# Task brief
Make an exact copy of the records below, leaving every image out.

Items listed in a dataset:
== Segment start ==

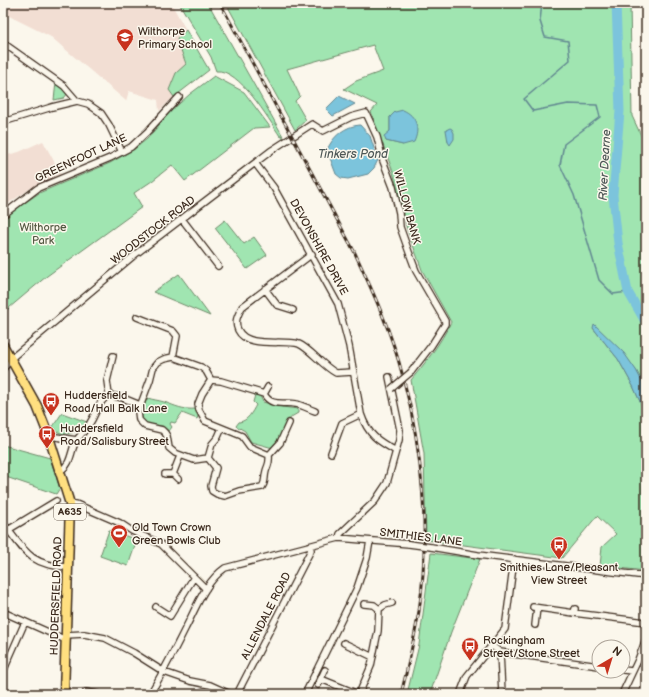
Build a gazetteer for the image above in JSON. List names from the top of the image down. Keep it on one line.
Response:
{"streets":{"highway":["A635","HUDDERSFIELD ROAD"],"street":["GREENFOOT LANE","WILLOW BANK","WOODSTOCK ROAD","DEVONSHIRE DRIVE","SMITHIES LANE","ALLENDALE ROAD"]},"crossings":[["WILLOW BANK","WOODSTOCK ROAD"],["WOODSTOCK ROAD","DEVONSHIRE DRIVE"],["WOODSTOCK ROAD","HUDDERSFIELD ROAD"],["SMITHIES LANE","ALLENDALE ROAD"]],"water":["Tinkers Pond","River Dearne"],"parks":["Wilthorpe Park"],"places":{"school or university":["Wilthorpe Primary School"],"bus stop":["Huddersfield Road/Hall Balk Lane","Huddersfield Road/Salisbury Street","Smithies Lane/Pleasant View Street","Rockingham Street/Stone Street"],"sports":["Old Town Crown Green Bowls Club"]},"north":"top right"}
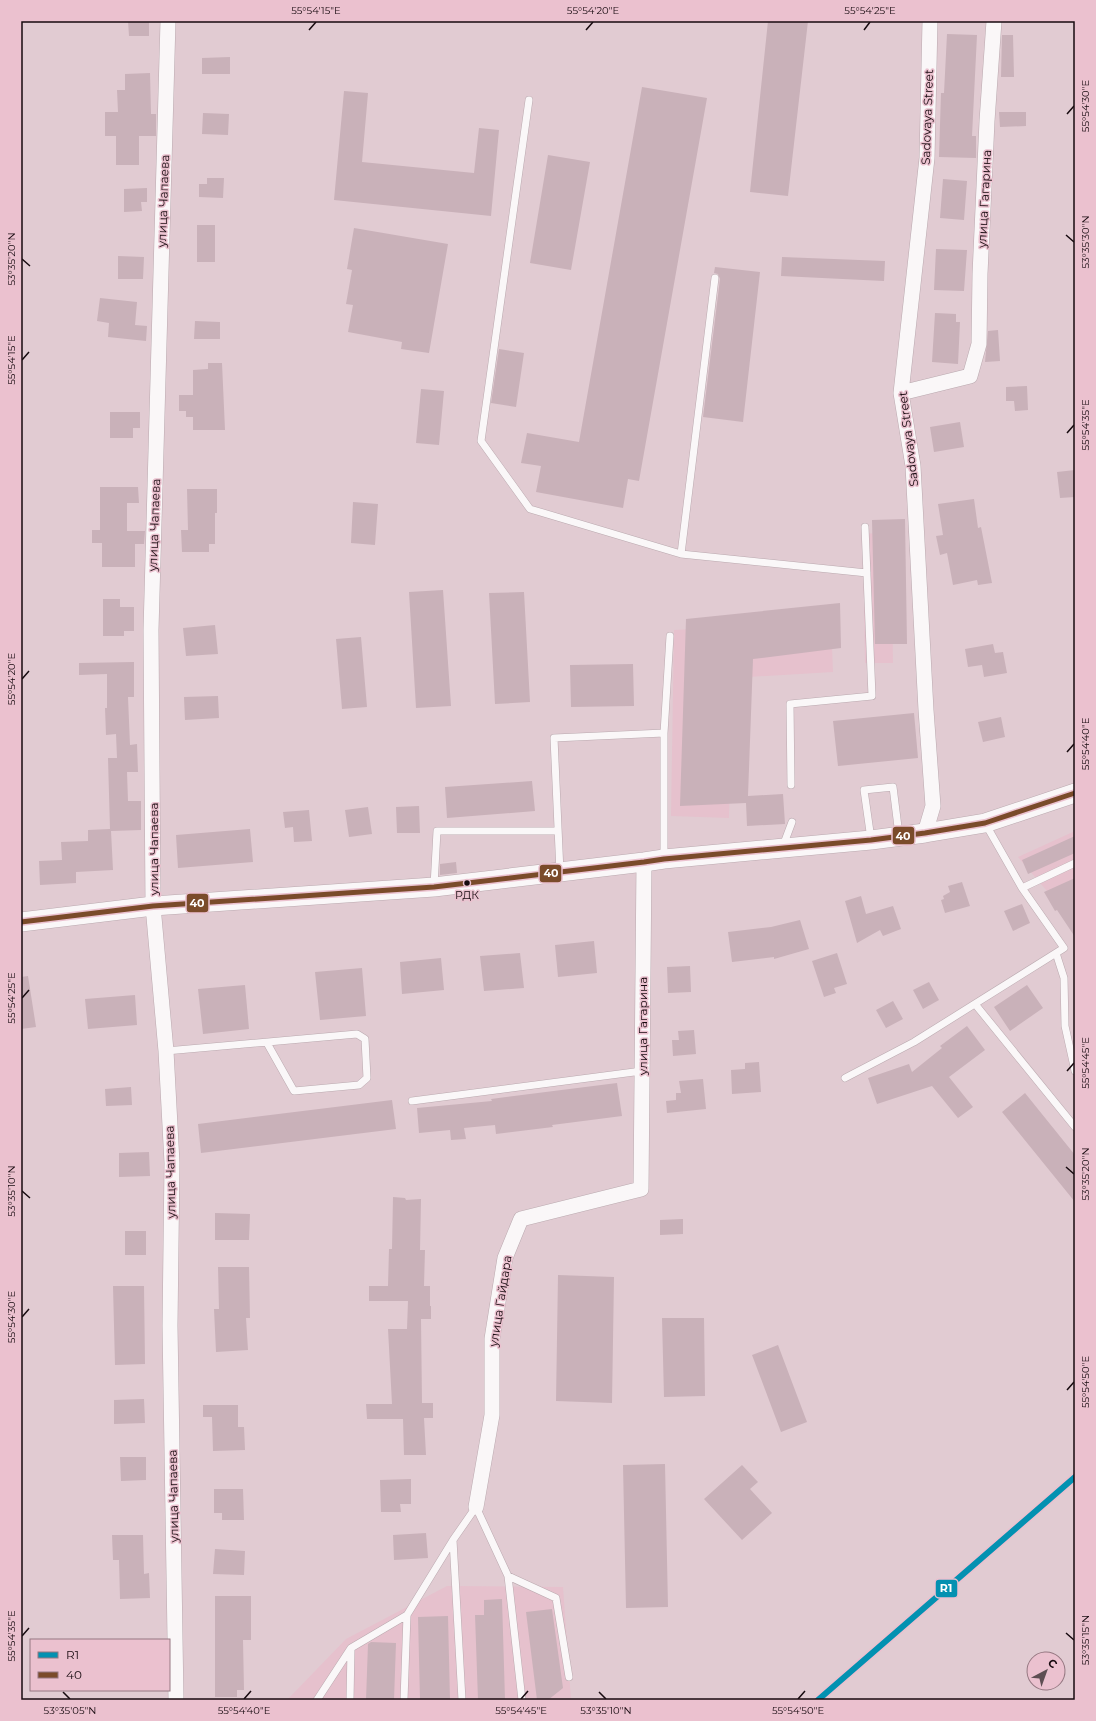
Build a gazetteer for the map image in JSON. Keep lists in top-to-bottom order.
{
  "streets": {
    "street": [
      "Sadovaya Street",
      "улица Гагарина",
      "улица Чапаева",
      "улица Гайдара"
    ]
  },
  "crossings": [
    ["Sadovaya Street", "улица Гагарина"],
    ["улица Гагарина", "улица Гайдара"]
  ],
  "places": ["РДК"],
  "lines": ["transit line 40", "transit line R1"],
  "legend": ["R1", "40"],
  "north": "top right",
  "coordinates": [
    "55°54'15\"E",
    "55°54'20\"E",
    "55°54'25\"E",
    "55°54'30\"E",
    "53°35'30\"N",
    "53°35'20\"N",
    "55°54'35\"E",
    "55°54'40\"E",
    "55°54'45\"E",
    "53°35'10\"N",
    "55°54'50\"E",
    "53°35'15\"N",
    "53°35'05\"N"
  ]
}
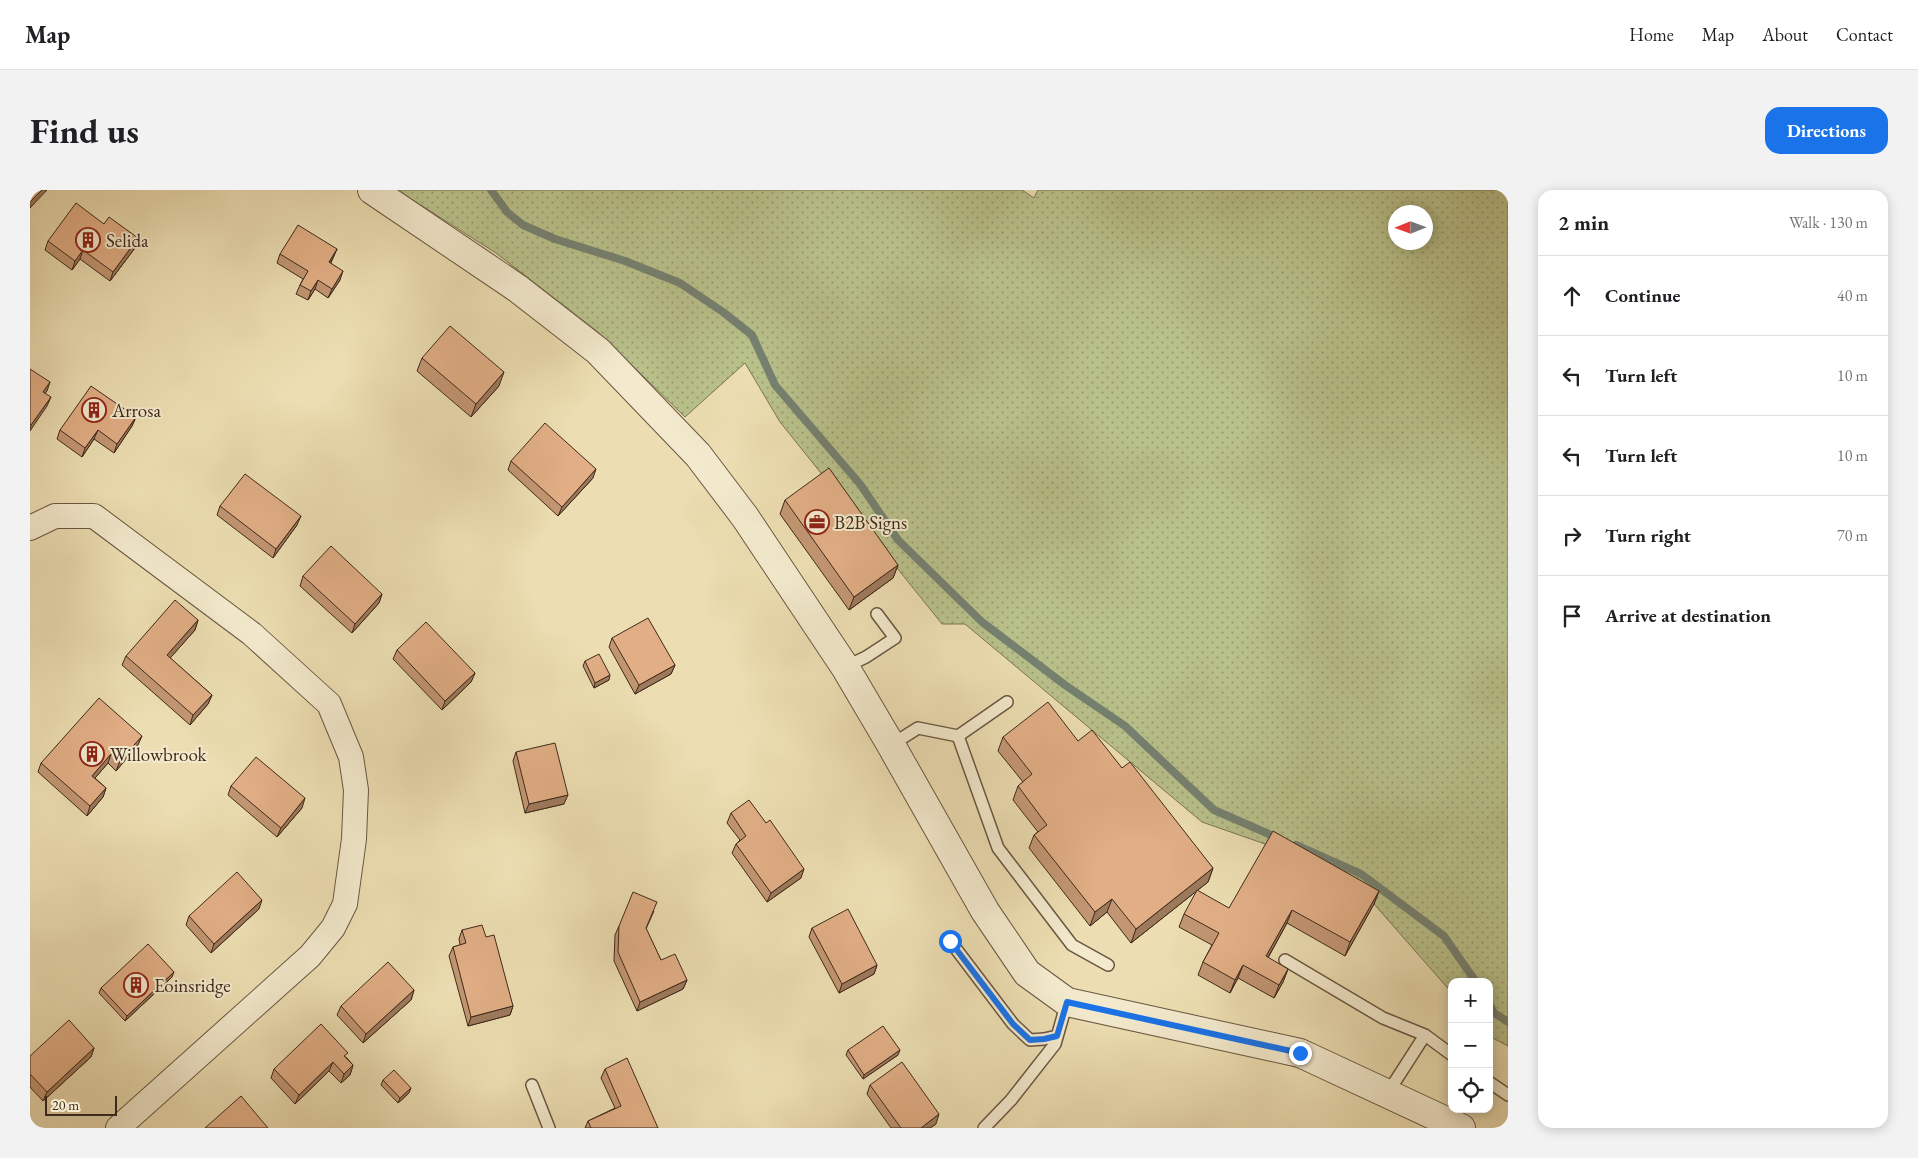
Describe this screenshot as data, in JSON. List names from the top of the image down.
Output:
{
  "places": {
    "building": [
      "Selida",
      "Arrosa",
      "Willowbrook",
      "Eoinsridge"
    ],
    "office": ["B2B Signs"]
  },
  "scale_bar": "20 m",
  "north": "left",
  "page": {
    "header": "Map",
    "nav": [
      "Home",
      "Map",
      "About",
      "Contact"
    ],
    "buttons": "Directions",
    "title": "Find us",
    "heading": ["2 min", "Walk · 130 m"],
    "list": [
      ["Continue", "40 m"],
      ["Turn left", "10 m"],
      ["Turn left", "10 m"],
      ["Turn right", "70 m"],
      "Arrive at destination"
    ],
    "map_buttons": ["+", "−"],
    "scale": "20 m"
  }
}
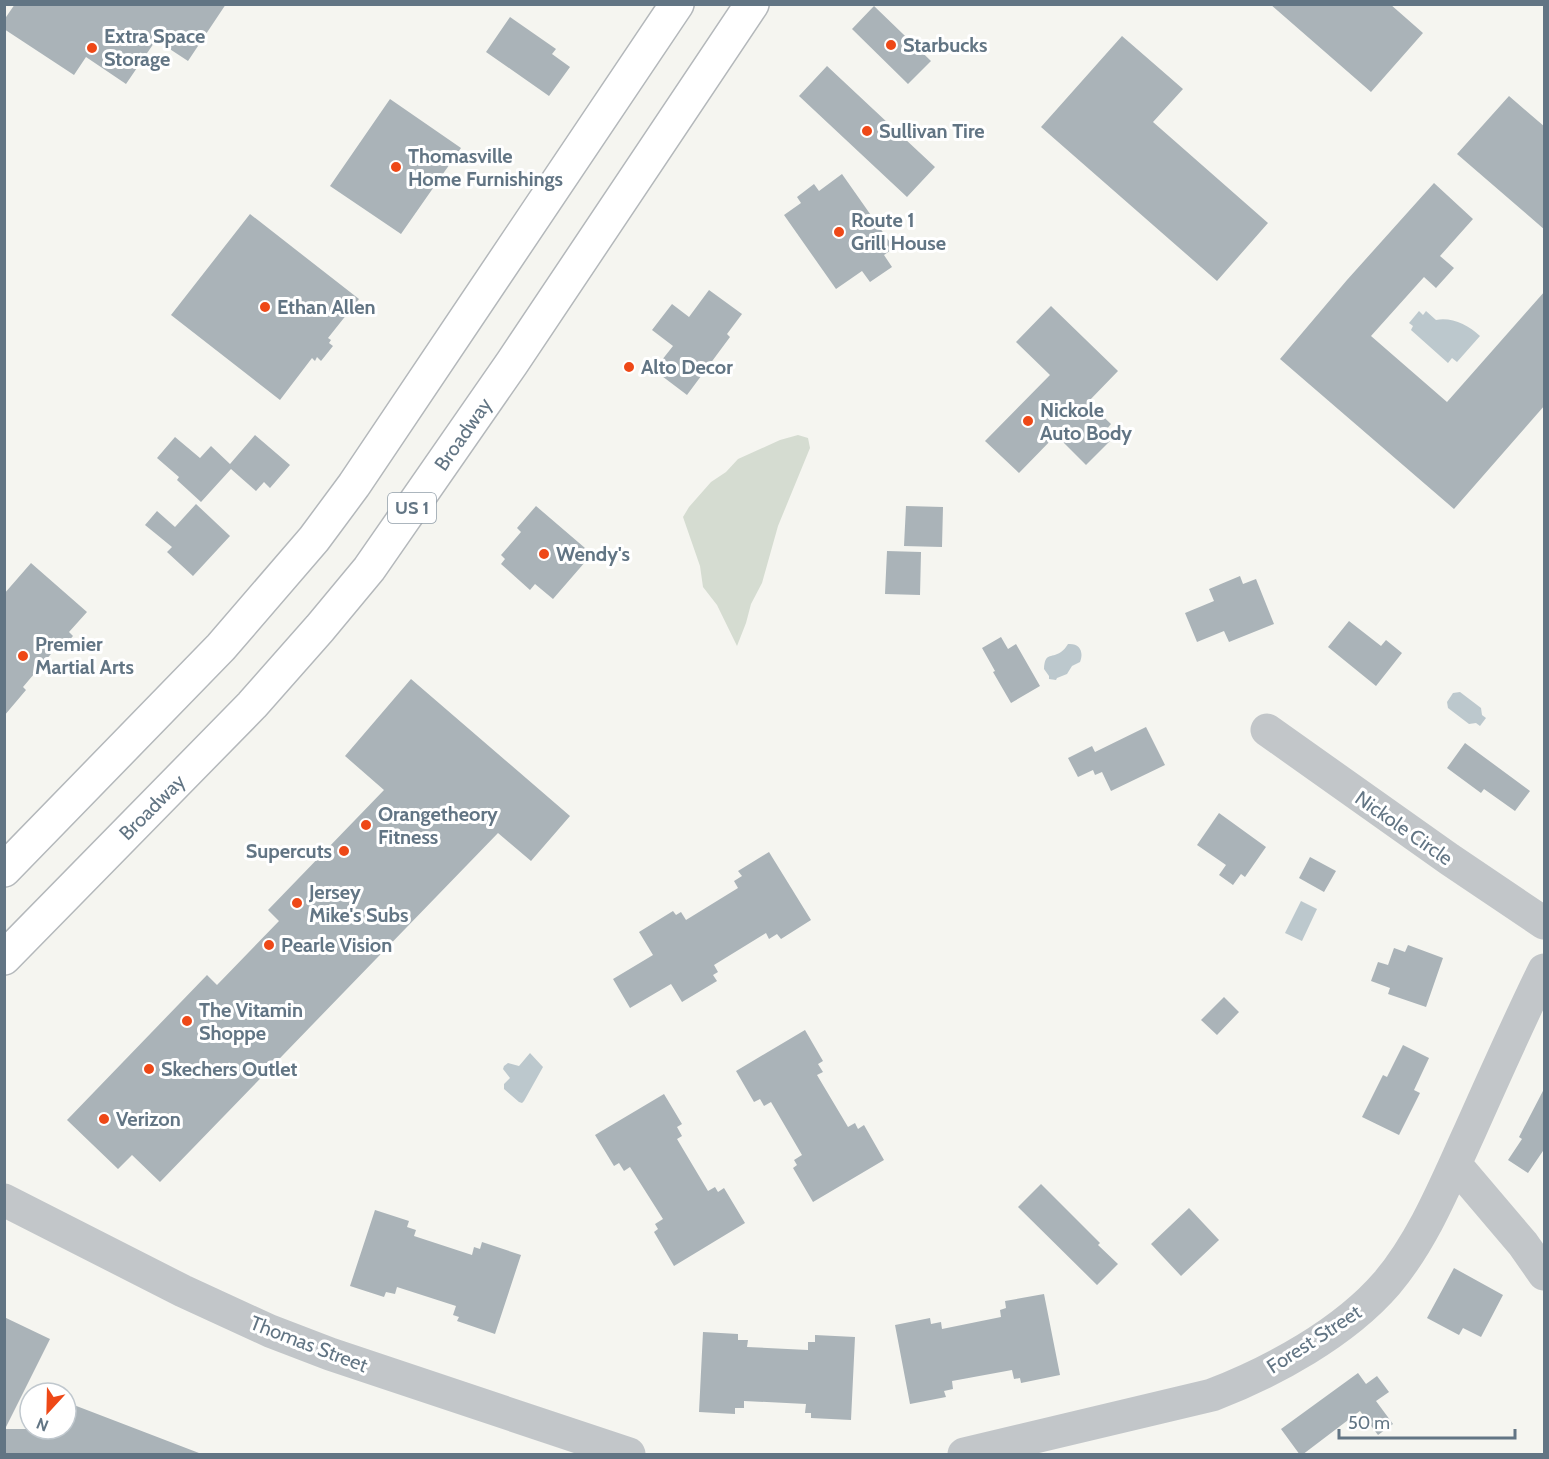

== Segment end ==

# Your solution
Build a gazetteer for the image above in JSON. List names from the top of the image down. Keep it on one line.
Response:
{"streets":{"highway":["A635","HUDDERSFIELD ROAD"],"street":["GREENFOOT LANE","WILLOW BANK","WOODSTOCK ROAD","DEVONSHIRE DRIVE","SMITHIES LANE","ALLENDALE ROAD"]},"crossings":[["WILLOW BANK","WOODSTOCK ROAD"],["WOODSTOCK ROAD","DEVONSHIRE DRIVE"],["WOODSTOCK ROAD","HUDDERSFIELD ROAD"],["SMITHIES LANE","ALLENDALE ROAD"]],"water":["Tinkers Pond","River Dearne"],"parks":["Wilthorpe Park"],"places":{"school or university":["Wilthorpe Primary School"],"bus stop":["Huddersfield Road/Hall Balk Lane","Huddersfield Road/Salisbury Street","Smithies Lane/Pleasant View Street","Rockingham Street/Stone Street"],"sports":["Old Town Crown Green Bowls Club"]},"north":"top right"}
Build a gazetteer for the map image in JSON. Keep lists in top-to-bottom order.
{
  "streets": {
    "street": [
      "Sadovaya Street",
      "улица Гагарина",
      "улица Чапаева",
      "улица Гайдара"
    ]
  },
  "crossings": [
    ["Sadovaya Street", "улица Гагарина"],
    ["улица Гагарина", "улица Гайдара"]
  ],
  "places": ["РДК"],
  "lines": ["transit line 40", "transit line R1"],
  "legend": ["R1", "40"],
  "north": "top right",
  "coordinates": [
    "55°54'15\"E",
    "55°54'20\"E",
    "55°54'25\"E",
    "55°54'30\"E",
    "53°35'30\"N",
    "53°35'20\"N",
    "55°54'35\"E",
    "55°54'40\"E",
    "55°54'45\"E",
    "53°35'10\"N",
    "55°54'50\"E",
    "53°35'15\"N",
    "53°35'05\"N"
  ]
}
Describe this screenshot as data, in JSON. List names from the top of the image down.
Output:
{
  "places": {
    "building": [
      "Selida",
      "Arrosa",
      "Willowbrook",
      "Eoinsridge"
    ],
    "office": ["B2B Signs"]
  },
  "scale_bar": "20 m",
  "north": "left",
  "page": {
    "header": "Map",
    "nav": [
      "Home",
      "Map",
      "About",
      "Contact"
    ],
    "buttons": "Directions",
    "title": "Find us",
    "heading": ["2 min", "Walk · 130 m"],
    "list": [
      ["Continue", "40 m"],
      ["Turn left", "10 m"],
      ["Turn left", "10 m"],
      ["Turn right", "70 m"],
      "Arrive at destination"
    ],
    "map_buttons": ["+", "−"],
    "scale": "20 m"
  }
}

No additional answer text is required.